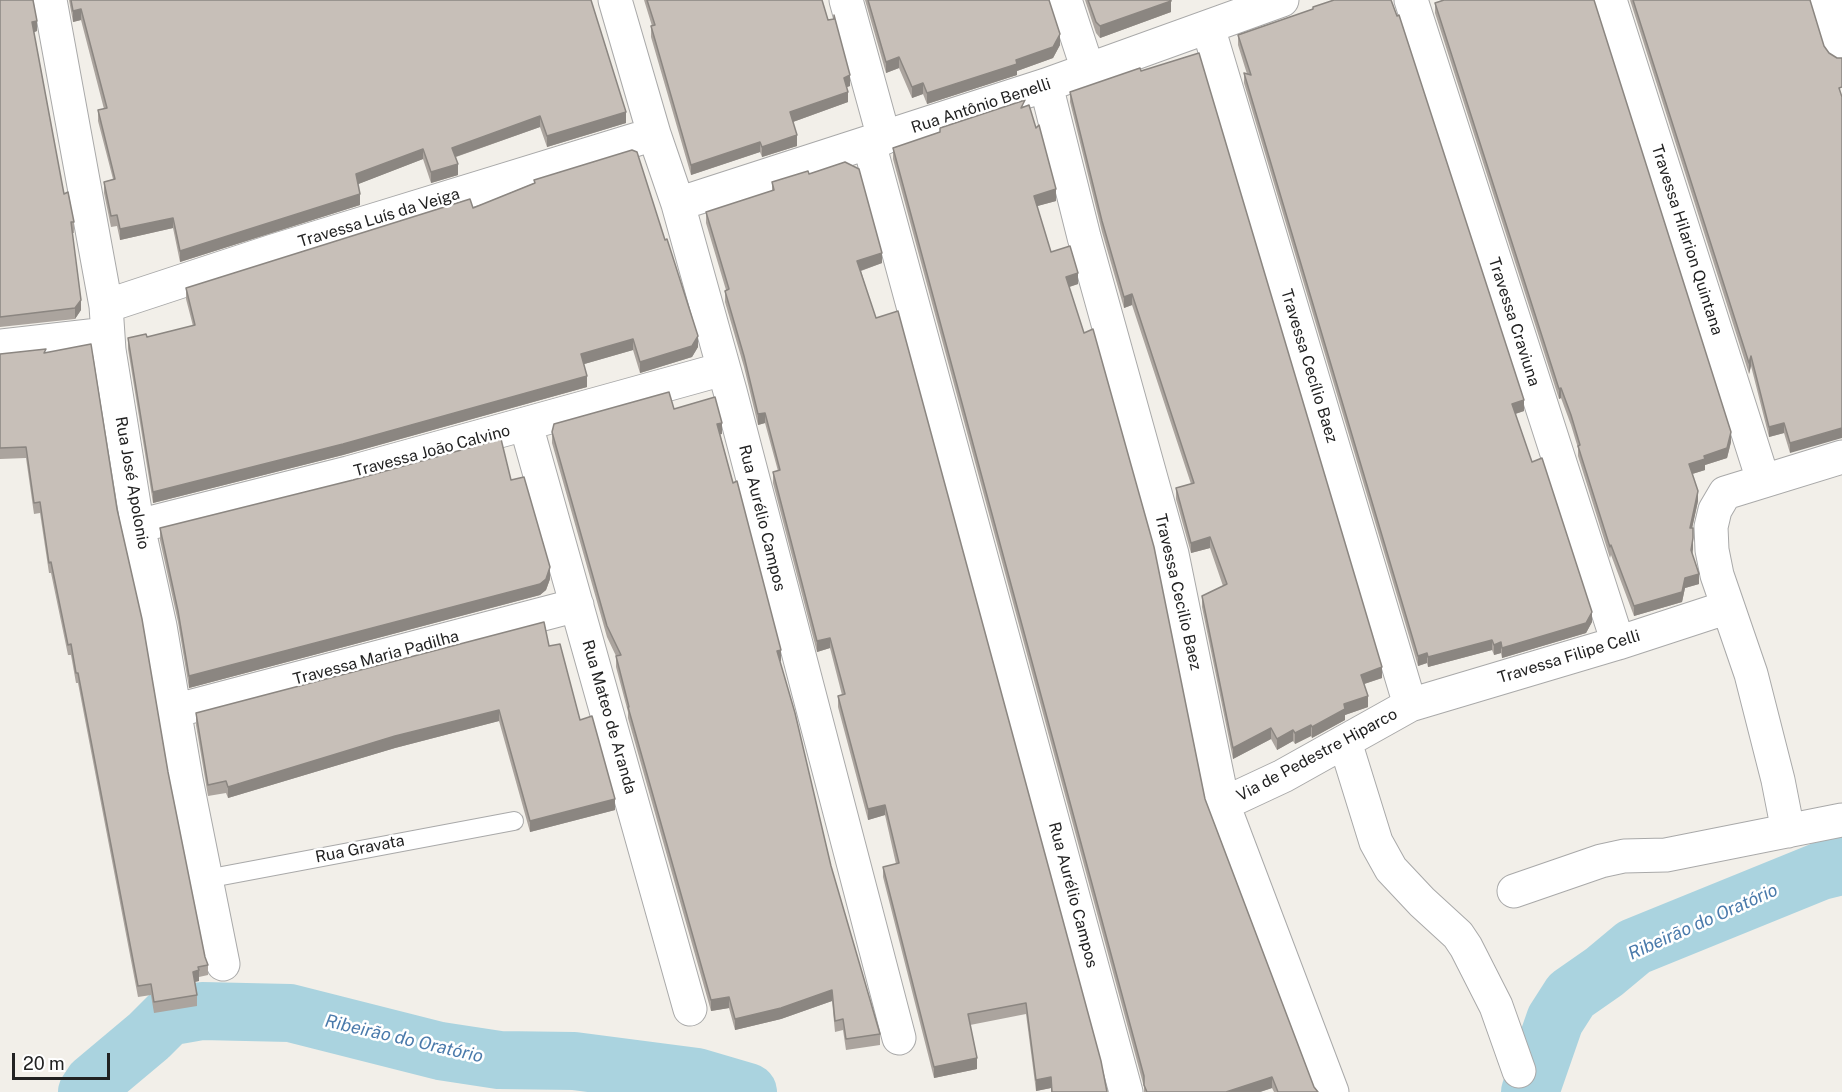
<!DOCTYPE html>
<html>
<head>
<meta charset="utf-8">
<style>
	body { margin:0 }
	#map { position:relative; width:1842px; height:1092px; overflow:hidden; background:#f2efe9; font-family:"Public Sans",sans-serif }
	canvas { display:block }
	.scale { position:absolute; left:12px; top:1053px; width:98px; height:27px; box-sizing:border-box; border:3px solid #222; border-top:0; padding-left:8px; font-size:18px; line-height:21px; white-space:nowrap; color:#222; -webkit-text-stroke:4px #fff; paint-order:stroke }
</style>
</head>
<body>
<div id="map">
<canvas width="1842" height="1092"></canvas>
<div class="scale">20 m</div>
</div>
<script>
const context = document.querySelector('canvas').getContext('2d');
context.lineJoin = 'round';
function toPath(rows) {
  const path = new Path2D();
  for (const r of rows) {
    path.moveTo(r[0], r[1]);
    for (let i = 2; i < r.length; i += 2) path.lineTo(r[i], r[i + 1]);
  }
  return path;
}
function strokePath(path, color, width, dash) {
  context.strokeStyle = color;
  context.lineWidth = width;
  context.lineCap = dash ? 'butt' : 'round';
  context.setLineDash(dash || []);
  context.stroke(path);
}
function fillPath(path, color) {
  context.fillStyle = color;
  context.fill(path, 'evenodd');
}
function write(font, color, halo, rows, align = 'center') {
  context.font = font + ' "Public Sans",sans-serif';
  context.lineWidth = 5;
  context.setLineDash([]);
  context.textBaseline = 'middle';
  context.strokeStyle = halo;
  context.fillStyle = color;
  for (const [text, x, y, turn = 0] of rows) {
    context.save();
    context.translate(x, y);
    context.rotate((+turn || 0) * Math.PI / 180);
    context.textAlign = isNaN(turn) ? turn : align;
    if (halo) context.strokeText(text, 0, 0);
    context.fillText(text, 0, 0);
    context.restore();
  }
}
const river = toPath([
	[87,1092,93,1083,149,1036,168,1017,202,1011,290,1013,440,1051,499,1060,574,1061,697,1077,748,1092],
	[1530,1092,1555,1020,1571,995,1604,972,1634,947,1821,871,1842,866]
]);
const service = toPath([
	[206,879,514,821]
]);
const minor = toPath([
	[50,0,106,306,109,350,136,517,160,626,186,779,223,964],
	[615,0,654,134,678,204,730,391,899,1038],
	[846,0,884,138],
	[1065,0,1088,70],
	[1411,0,1618,643],
	[1610,0,1763,480],
	[1826,0,1842,50],
	[1208,27,1410,705],
	[1046,85,1084,237,1172,554,1223,804,1332,1092],
	[869,143,1126,1092],
	[678,204,1046,85,1282,0],
	[106,306,273,251,654,134],
	[0,346,107,334],
	[526,425,690,1009],
	[138,526,348,473,723,369],
	[1728,607,1751,674,1778,780,1788,831],
	[174,711,577,605],
	[1345,742,1376,842,1391,869,1422,902,1458,935,1466,947,1496,1006,1519,1071],
	[1223,804,1283,776,1410,705,1618,643,1728,607,1717,575,1712,550,1711,527,1715,510,1725,493,1842,457],
	[1514,891,1601,861,1624,856,1666,855,1842,820]
]);
const wall = toPath([
	[0,0,37,31,34,32,64,194,74,222,74,233,72,233,81,310,75,319,0,327],
	[69,0,591,0,626,123,547,147,540,127,456,157,458,175,431,183,423,159,358,184,360,205,180,262,173,228,120,240,117,226,111,227,104,193,104,182,113,179,98,121,98,110,104,109,81,20,73,22],
	[644,0,822,0,828,20,850,86,847,87,848,102,793,122,797,146,762,157,760,152,691,175,651,37,651,26,652,26],
	[865,0,1049,0,1060,45,1053,58,1017,71,1017,75,927,104,923,94,912,98,899,68,886,73],
	[1085,0,1171,0,1171,12,1100,38,1096,33],
	[1630,0,1810,0,1790,453,1784,433,1769,437,1751,366,1749,374],
	[1435,3,1731,442,1727,458,1705,465,1705,470,1692,474,1698,501,1692,528,1693,549,1692,554,1699,584,1685,588,1682,602,1634,616,1611,555,1610,558,1578,456,1578,448,1571,425,1561,398,1559,399,1435,13],
	[1313,7,1524,411,1515,414,1532,462,1592,622,1586,633,1502,658,1501,653,1494,655,1492,650,1428,667,1427,663,1418,666,1244,83,1244,73,1247,74,1238,45,1238,35,1313,10],
	[1070,92,1382,678,1364,684,1368,707,1345,715,1345,720,1312,738,1311,736,1295,744,1293,741,1277,750,1271,739,1233,759,1202,607,1202,596,1223,586,1210,548,1191,553,1176,499,1176,488,1191,484,1132,305,1124,308,1102,232,1070,102],
	[1025,106,1056,201,1037,206,1051,252,1078,284,1069,287,1205,799,1314,1087,1318,1092,1274,1092,1272,1088,1260,1092,1144,1092,1144,1087,893,159,893,148],
	[809,174,882,263,861,271,1107,1092,1051,1092,1051,1088,1036,1091,1026,1014,970,1025,977,1069,934,1078,883,877,883,867,896,864,885,815,868,820,838,707,838,696,842,695,830,648,817,652,773,483,773,472,778,471,765,423,758,425,744,367,725,302,725,291,726,290,706,223,706,212,772,191,772,182],
	[534,180,698,347,692,357,640,373,633,350,584,364,587,387,343,455,153,503,128,349,128,338,147,337,193,326,186,299,186,288,473,208,534,183],
	[46,352,117,509,168,772,205,957,208,965,208,975,199,977,199,981,195,982,197,995,197,1006,154,1013,151,995,138,997,78,683,76,683,71,655,68,655,51,573,49,573,40,513,34,514,26,458,0,459,0,354],
	[674,409,722,434,720,434,781,661,780,661,831,866,880,1034,880,1045,846,1050,843,1030,835,1032,832,1001,781,1019,735,1030,729,1008,711,1011,628,718,628,712,616,667,616,656,607,637,552,443,552,432],
	[511,480,550,579,546,590,540,595,189,688,178,622,160,540,160,528],
	[549,646,615,810,530,832,499,721,395,748,228,798,226,793,208,796,196,725,196,713]
]);
const shadedWall = toPath([
	[1171,1,1171,12,1100,38,1100,26],
	[81,9,81,20,73,22,73,11],
	[37,21,37,31,32,33,32,22],
	[1060,34,1060,45,1053,58,1017,71,1017,75,927,104,927,93,1016,60],
	[899,57,899,68,886,73,886,62],
	[850,75,850,86,844,88,844,78],
	[923,83,923,94,912,98,912,87],
	[848,92,848,102,790,123,790,112],
	[626,112,626,123,547,147,547,136],
	[540,116,540,127,452,158,452,148],
	[797,135,797,146,762,157,762,147],
	[760,142,760,152,691,175,691,165],
	[423,149,423,159,356,185,356,174],
	[458,164,458,175,431,183,431,172],
	[1056,189,1056,201,1034,207,1034,196],
	[360,194,360,205,180,262,180,251],
	[173,218,173,228,120,240,120,229],
	[882,253,882,263,857,272,857,261],
	[1078,273,1078,284,1066,288,1066,277],
	[1132,294,1132,305,1124,308,1124,297],
	[81,300,81,310,75,319,75,308],
	[698,336,698,347,692,357,640,373,640,362],
	[633,339,633,350,581,365,581,354],
	[1751,356,1751,366,1749,374,1749,363],
	[587,376,587,387,343,455,153,503,153,492],
	[1561,388,1561,398,1559,399,1559,389],
	[1524,400,1524,411,1512,415,1512,404],
	[765,413,765,423,758,425,758,414],
	[722,423,722,434,717,435,717,424],
	[1784,423,1784,433,1769,437,1769,427],
	[1842,428,1842,438,1790,453,1790,443],
	[1731,432,1731,442,1727,458,1705,465,1705,470,1689,475,1689,464,1704,456],
	[1698,491,1698,501,1690,538,1690,528],
	[1210,537,1210,548,1191,553,1191,543],
	[1693,538,1693,549,1691,561,1691,550],
	[550,567,550,579,546,590,540,595,189,688,189,676],
	[1699,574,1699,584,1685,588,1682,602,1634,616,1634,606,1685,578],
	[1592,612,1592,622,1586,633,1502,658,1502,648],
	[830,638,830,648,817,652,817,641],
	[1492,640,1492,650,1428,667,1428,657],
	[1501,642,1501,653,1494,655,1494,645],
	[781,650,781,661,777,662,777,651],
	[1427,653,1427,663,1418,666,1418,656],
	[1382,667,1382,678,1361,685,1361,675],
	[1368,696,1368,707,1345,715,1345,720,1312,738,1312,727,1344,704],
	[499,710,499,721,395,748,228,798,228,787,395,736],
	[1311,725,1311,736,1295,744,1295,733],
	[1271,728,1271,739,1233,759,1233,748],
	[1293,730,1293,741,1277,750,1277,739],
	[615,799,615,810,530,832,530,821],
	[885,805,885,815,868,820,868,809],
	[199,970,199,981,193,982,193,972],
	[832,990,832,1001,781,1019,735,1030,735,1019],
	[729,997,729,1008,711,1011,711,1000],
	[977,1058,977,1069,934,1078,934,1067],
	[1051,1077,1051,1088,1036,1091,1036,1080],
	[1272,1077,1272,1088,1260,1092,1226,1092]
]);
const building = toPath([
	[0,0,33,0,37,21,32,22,64,194,68,192,74,222,71,222,81,300,75,308,0,317,0,0],
	[71,0,591,0,626,112,547,136,540,116,452,148,458,164,431,172,423,149,356,174,360,194,180,251,173,218,120,229,117,215,111,216,104,182,115,179,98,110,107,108,81,9,73,11,71,0],
	[647,0,822,0,828,20,834,19,834,15,850,75,844,78,848,92,790,112,797,135,762,147,760,142,691,165,651,26,655,25,647,0],
	[868,0,1049,0,1060,34,1053,47,1016,60,1017,64,927,93,923,83,912,87,899,57,886,62,868,0],
	[1088,0,1171,0,1171,1,1100,26,1096,22,1088,0],
	[1334,0,1391,0,1397,16,1399,15,1524,400,1512,404,1532,462,1542,458,1592,612,1586,623,1502,648,1501,642,1494,645,1492,640,1428,657,1427,653,1418,656,1244,73,1251,75,1238,35,1313,9,1313,7,1334,0],
	[1444,0,1594,0,1731,432,1727,448,1704,456,1705,459,1689,464,1698,491,1690,528,1693,528,1693,538,1691,550,1699,574,1685,578,1682,592,1634,606,1611,545,1610,547,1578,446,1580,445,1571,415,1561,388,1559,389,1435,3,1444,0],
	[1633,0,1810,0,1824,46,1829,53,1837,58,1842,58,1842,87,1839,88,1842,97,1842,428,1790,443,1784,423,1769,427,1751,356,1749,363,1633,0],
	[1199,53,1382,667,1361,675,1368,696,1344,704,1345,709,1312,727,1311,725,1295,733,1293,730,1277,739,1271,728,1233,748,1202,596,1227,584,1210,537,1191,543,1176,488,1194,483,1132,294,1124,297,1102,221,1070,92,1140,68,1141,71,1199,53],
	[1025,100,1021,108,1029,105,1036,128,1039,125,1056,189,1034,196,1051,252,1070,246,1078,273,1066,277,1084,333,1093,329,1154,547,1205,799,1314,1087,1318,1092,1278,1092,1272,1077,1226,1092,1147,1092,1144,1085,1144,1076,893,148,940,132,940,128,1025,100],
	[632,150,637,152,665,240,667,239,698,336,692,346,640,362,633,339,581,354,587,376,343,444,153,492,128,338,146,334,147,337,195,325,186,288,470,199,473,208,535,183,534,180,632,150],
	[845,162,859,169,882,253,857,261,876,318,898,311,1101,1061,1107,1092,1052,1092,1051,1077,1036,1080,1026,1003,968,1014,977,1058,934,1067,883,867,899,863,885,805,868,809,838,696,845,694,830,638,817,641,773,472,780,470,765,413,758,414,744,356,725,291,729,289,706,212,774,190,772,182,808,171,809,174,845,162],
	[91,344,117,509,142,619,168,772,205,957,208,965,198,967,199,970,193,972,197,995,154,1002,151,984,138,986,78,673,76,673,71,644,68,645,51,562,49,563,40,502,34,503,26,447,0,448,0,354,46,349,44,353,91,344],
	[669,392,674,409,715,397,722,423,717,424,733,483,737,481,781,650,777,651,795,713,831,866,880,1034,846,1039,843,1019,835,1021,832,990,781,1008,735,1019,729,997,711,1000,628,707,629,707,616,656,621,655,607,626,552,432,554,424,669,392],
	[501,439,511,480,524,477,550,567,546,579,540,584,189,676,178,611,160,528,353,480,501,439],
	[544,622,549,646,560,644,580,720,592,716,615,799,530,821,499,710,395,736,228,787,226,781,208,785,196,713,544,622]
]);
const streetNames = [
	["Rua Antônio Benelli",981,106,-18],
	["Travessa Luís da Veiga",379,218,-17],
	["Travessa Hilarion Quintana",1687,240,72],
	["Travessa Craviuna",1514,322,72],
	["Travessa Cecílio Baez",1309,366,73],
	["Travessa João Calvino",432,451,-15],
	["Rua José Apolonio",132,483,80],
	["Rua Aurélio Campos",762,518,76],
	["Travessa Cecilio Baez",1178,592,77],
	["Travessa Filipe Celli",1569,657,-17],
	["Travessa Maria Padilha",376,658,-15],
	["Rua Mateo de Aranda",609,717,74],
	["Via de Pedestre Hiparco",1317,755,-28],
	["Rua Gravata",360,849,-11],
	["Rua Aurélio Campos",1073,895,75]
];
const waterNames = [
	["Ribeirão do Oratório",1703,922,-24],
	["Ribeirão do Oratório",404,1039,13]
];
strokePath(river, '#aad3df', 58);
strokePath(service, '#a9a9a9', 20);
strokePath(minor, '#a9a9a9', 35);
strokePath(service, '#fff', 18);
strokePath(minor, '#fff', 33);
fillPath(wall, '#aba49e');
fillPath(shadedWall, '#8b8681');
fillPath(building, '#c7bfb8');
strokePath(building, '#8b8681', 1.5);
write('16px', '#222', '#fff', streetNames);
write('italic 18px', '#4a7aab', '#fff', waterNames);
</script>
</body>
</html>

+++

## Exercise goal
Begin with the line that contains "write('16px', '#222', '#fff', streetNames);" and end with the last line of the material above. Set down that range exactly.

## Task response
write('16px', '#222', '#fff', streetNames);
write('italic 18px', '#4a7aab', '#fff', waterNames);
</script>
</body>
</html>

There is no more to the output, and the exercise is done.